The secret passages had been calling to him ever since he'd fetched his father's master keys. Perhaps it was the return of another childhood phenomenon, like his dreams, but Tamlin felt a strong desire to retreat into those secret avenues. There he could travel without escort, without distraction, without any impediment to his whim. If he wished, he could emerge from behind the kitchen ovens and surprise a scullery maid with a pinch. If he was very quick, he could vanish as quickly as he'd appeared, as if by magic.
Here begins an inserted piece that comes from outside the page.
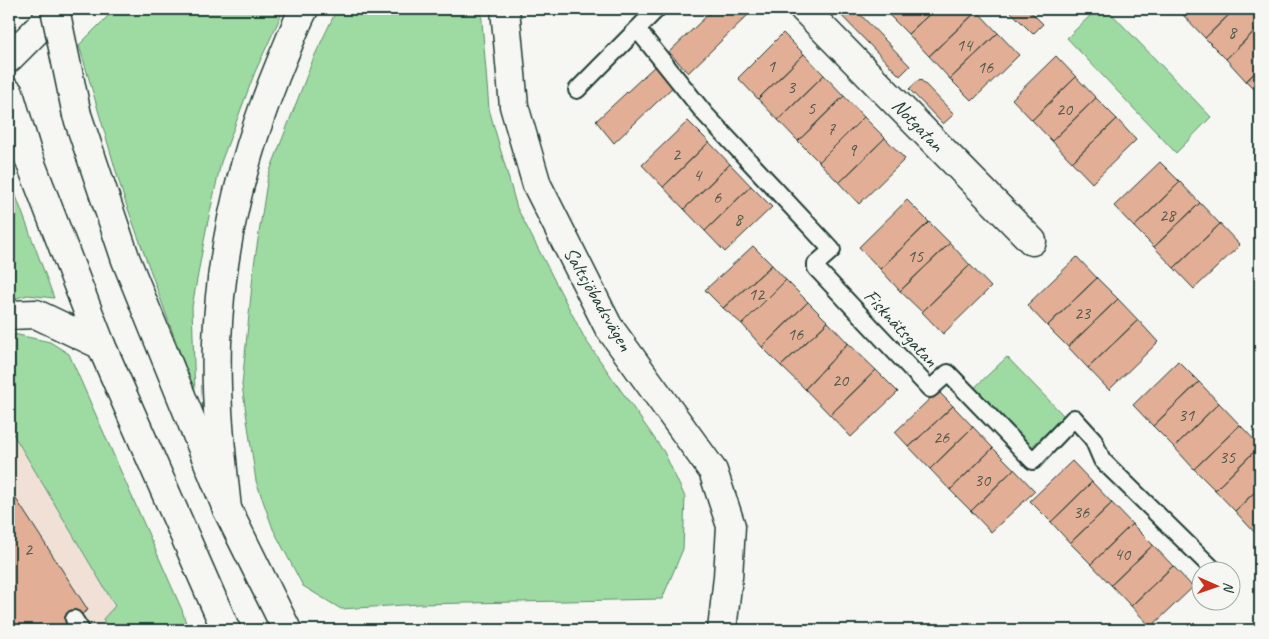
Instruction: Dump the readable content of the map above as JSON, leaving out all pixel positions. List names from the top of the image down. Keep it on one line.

That's why he liked the secret passages so much, he realized. There he could travel unseen throughout the mansion, emerging when and where he wished and vanishing just as quickly.

Like a wizard.

Tamlin looked over at Vox, whose black stare had never left his master since he entered the room.

"You realize," Tamlin said, "there's really no safer place in Selgaunt than within the secret passages of my own home."

The barbarian's gaze did not waver, but his scowl deepened.

Your father is not the only one missing lately.

That was true, thought Tamlin. Both Thuribal Baerodreemer and Gorkun Baerent had vanished in the days following the disturbance at Stormweather. In both cases, the nobles had disappeared without a trace, and no amount of divination magic could conjure an explanation from their spirits.

"I'd bring you along, really. It's just that irksome 'secret' clause."

Where are you going? signed Vox.

"I just wish to walk about the house, unseen. Perhaps I'll visit the wine cellars."

You want a drink?

"No, no, I assure you. It's just so cool and dark down there. I like the quiet."

Maybe you want to sleep?

"If I wanted a nap, I wouldn't be going for a walk."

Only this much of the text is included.